Eight Awarded Pew Fellowships in International Journalism at SAIS

By Felisa Neuringer
SAIS
Johns Hopkins Gazette Online Edition

Eight U.S. journalists have been awarded four-month fellowships to focus on international affairs in the Pew Fellowships in International Journalism at SAIS. The fellowships provide early- and mid-career U.S. journalists with an opportunity to study international affairs and to do in-depth reporting overseas. The program, held each semester, began in 1998 and is funded by the Pew Charitable Trusts.

"This is our fourth group of fellows and increases the number of countries to which we will have sent journalists to more than 40," said John Schidlovsky, director of the Pew Fellowships and a veteran foreign correspondent.

The fellows and the countries on which they will focus are Raney Carol Aronson, associate producer, ABC News--India; Anne Barnard, reporter, Philadelphia Inquirer--Russia; Jimmie L. Briggs, freelance reporter, New York--Uganda; Leslie Knopp, reporter, KGW-TV, Portland, Ore.--Indonesia; David Aquila Lawrence, freelance reporter, Albion, Maine--Iraq; Andrew Metz, reporter, Newsday--Middle East; Laura Peterson, freelance reporter, Orinda, Calif.--Turkey; Janet Reitman, freelance reporter, New York--Sierra Leone.

The Pew Fellows arrive at SAIS on Jan. 17 to begin a two-month Washington-based program of studies, including special daily seminars on international topics; Pew Fellows also are invited to audit SAIS classes in international affairs. Each fellow then travels overseas for five weeks to report a specific news story. This semester's group will report on topics that include corruption and politics, environment, AIDS prevention, child soldiers, international labor regulations, disputes over water resources, ethnic conflict, humanitarian assistance and economic growth and development.
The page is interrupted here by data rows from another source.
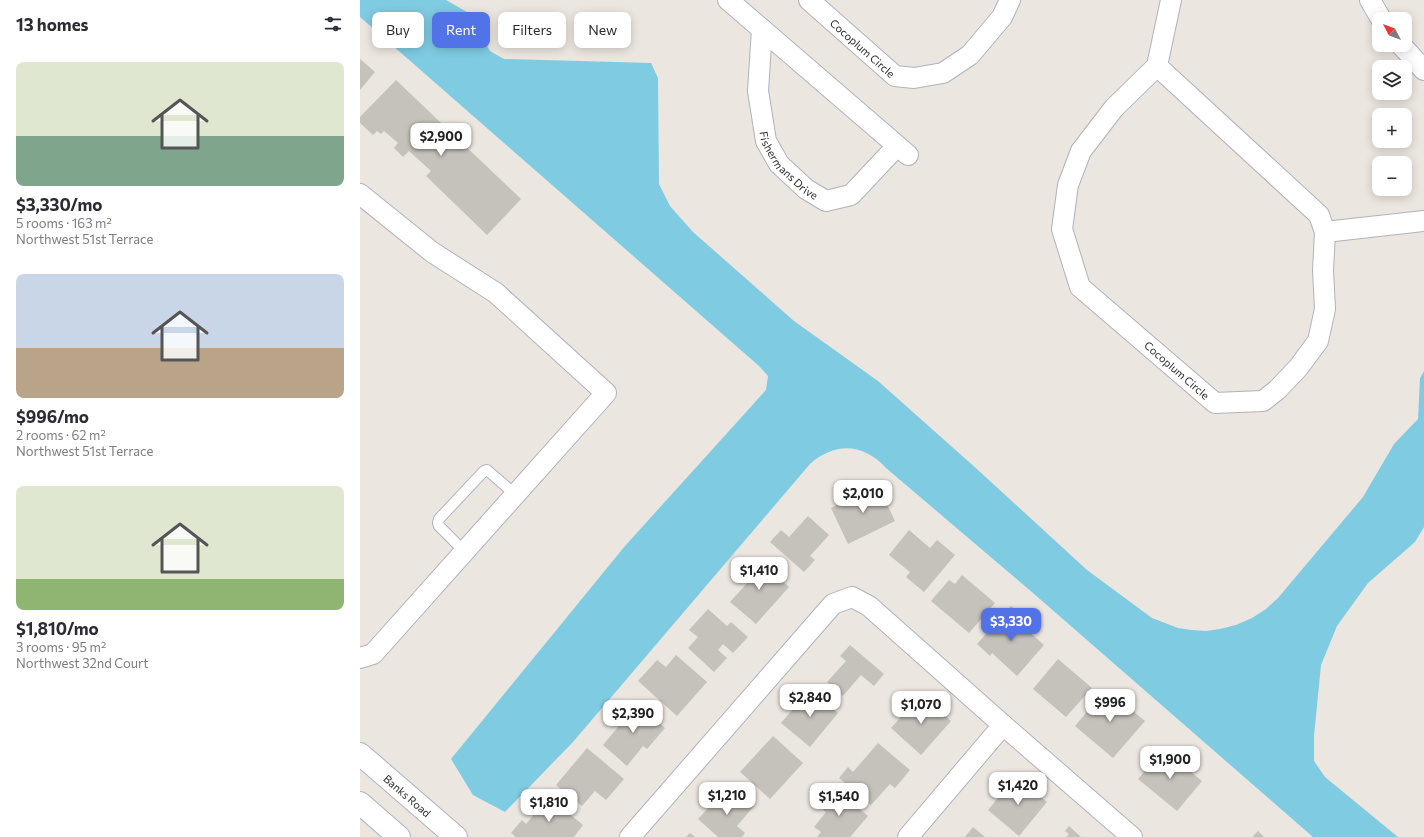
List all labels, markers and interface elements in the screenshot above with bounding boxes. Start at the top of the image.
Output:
chip: Buy [372,12,424,48]
chip: Rent [432,12,490,48]
chip: Filters [498,12,566,48]
chip: New [574,12,631,48]
north arrow [1372,12,1412,52]
map controls [1372,12,1412,196]
icon: filters [322,13,344,35]
text: 13 homes [16,14,89,35]
street label: Cocoplum Circle [828,16,898,80]
button: layers [1372,60,1412,100]
icon: home [144,88,216,160]
button: + [1372,108,1412,148]
pin: $2,900 [408,123,474,157]
text: $2,900 [419,128,463,144]
street label: Fishermans Drive [758,130,821,201]
button: − [1372,156,1412,196]
text: $3,330/mo [16,194,102,215]
text: 5 rooms · 163 m² [16,215,112,231]
text: Northwest 51st Terrace [16,231,153,247]
icon: home [144,300,216,372]
street label: Cocoplum Circle [1142,338,1212,402]
text: $996/mo [16,406,89,427]
text: 2 rooms · 62 m² [16,427,106,443]
text: Northwest 51st Terrace [16,443,153,459]
pin: $2,010 [830,480,896,514]
text: $2,010 [842,485,884,501]
icon: home [144,512,216,584]
pin: $1,410 [726,557,792,591]
text: $1,410 [740,562,778,578]
pin: $3,330 [978,608,1044,642]
text: $3,330 [990,613,1032,629]
text: $1,810/mo [16,618,99,639]
text: 3 rooms · 95 m² [16,639,106,655]
text: Northwest 32nd Court [16,655,149,671]
pin: $2,840 [777,684,843,718]
text: $2,840 [789,689,831,705]
pin: $996 [1086,689,1134,723]
pin: $1,070 [888,691,954,725]
text: $996 [1094,694,1126,710]
text: $1,070 [901,696,941,712]
pin: $2,390 [600,700,666,734]
text: $2,390 [612,705,654,721]
pin: $1,900 [1137,746,1203,780]
text: $1,900 [1149,751,1191,767]
street label: Banks Road [381,771,434,819]
pin: $1,420 [985,772,1051,806]
text: $1,420 [998,777,1038,793]
pin: $1,210 [694,782,760,816]
pin: $1,540 [806,783,872,817]
text: $1,210 [708,787,746,803]
text: $1,540 [819,788,859,804]
pin: $1,810 [516,789,582,823]
text: $1,810 [530,794,568,810]

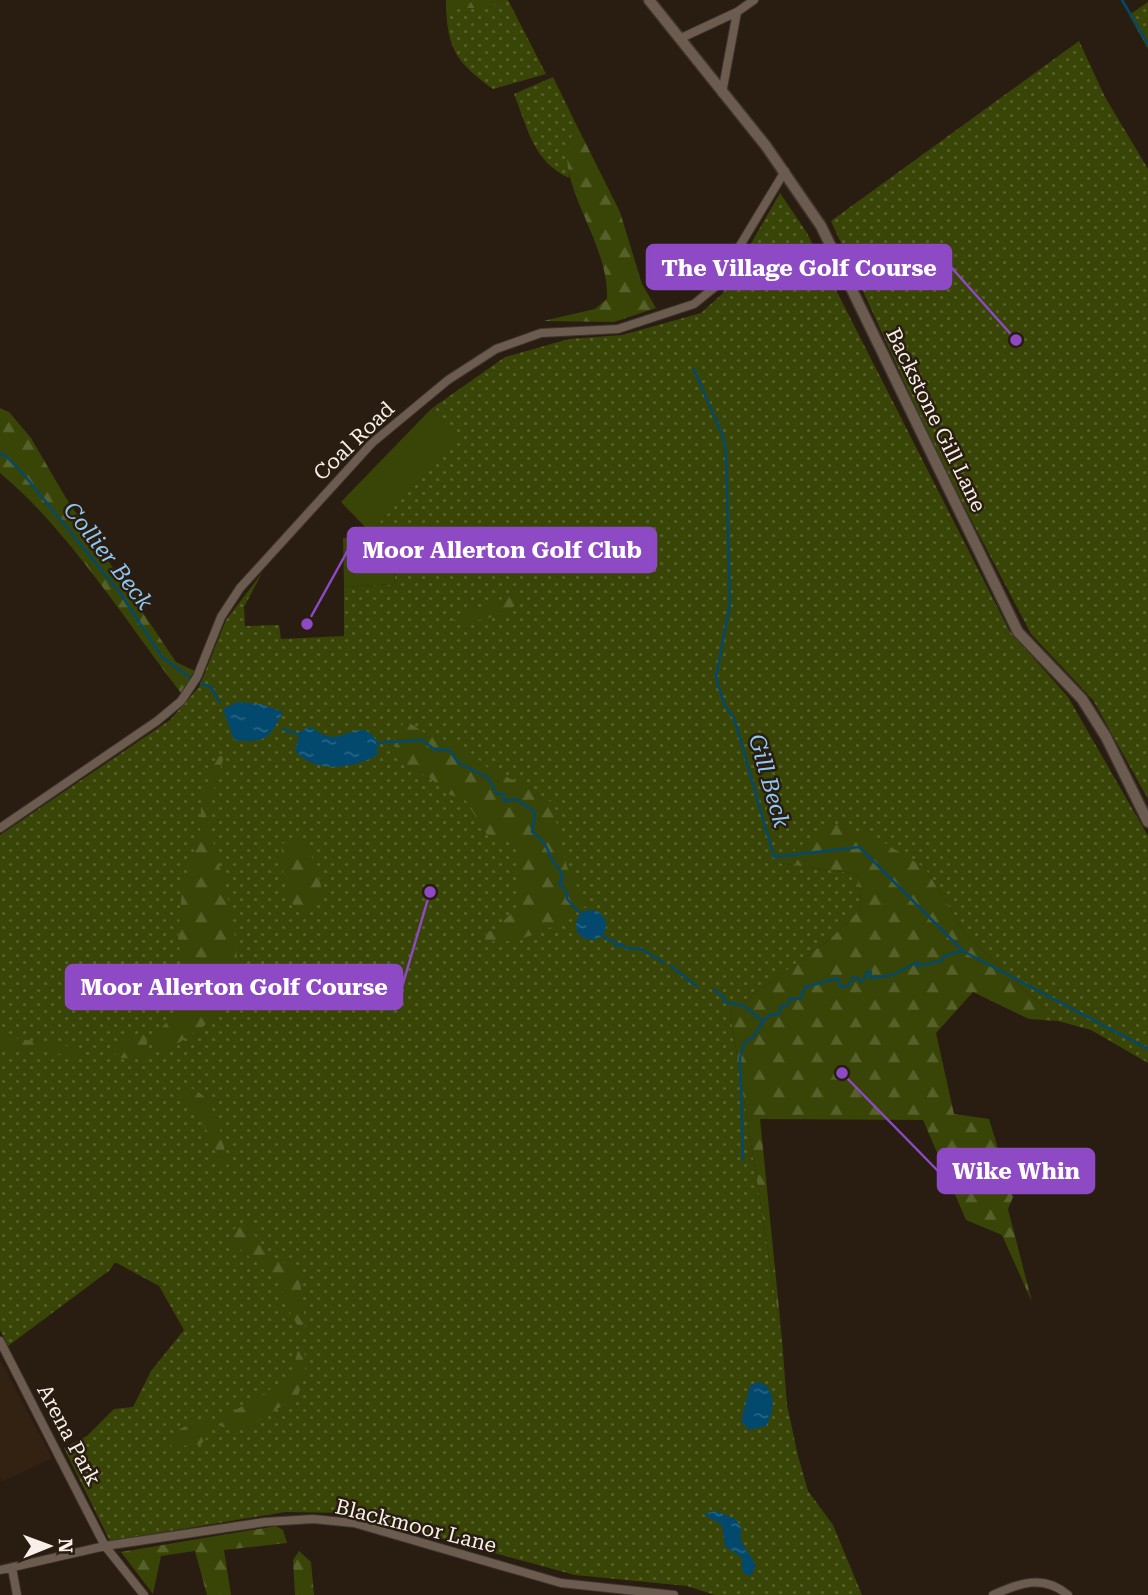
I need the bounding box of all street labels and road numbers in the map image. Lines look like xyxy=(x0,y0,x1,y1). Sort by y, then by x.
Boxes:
street label: Backstone Gill Lane xyxy=(881,324,991,516)
street label: Coal Road xyxy=(309,396,400,485)
street label: Arena Park xyxy=(32,1380,106,1490)
street label: Blackmoor Lane xyxy=(333,1494,499,1558)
The Pew Fellows return to SAIS for two weeks to prepare their reports, which are offered to news organizations and excerpts of which are published at http://www.pewfellowships.org, the program Web site.

The Pew Fellows were selected by a panel of distinguished journalists and scholars that included Seymour Topping, administrator of the Pulitzer Prizes; Robert DeVecchi, adjunct senior fellow with the Council on Foreign Relations; Loren Jenkins, senior editor of National Public Radio; Simon Li, foreign editor of the Los Angeles Times; Phyllis McGrady, vice president and executive producer, ABC News; Deborah Potter, executive director of NewsLab; Nadya Shmavonian, independent consultant and former executive vice president of the Pew Charitable Trusts; and David Zucchino, assistant to the editor of the Philadelphia Inquirer.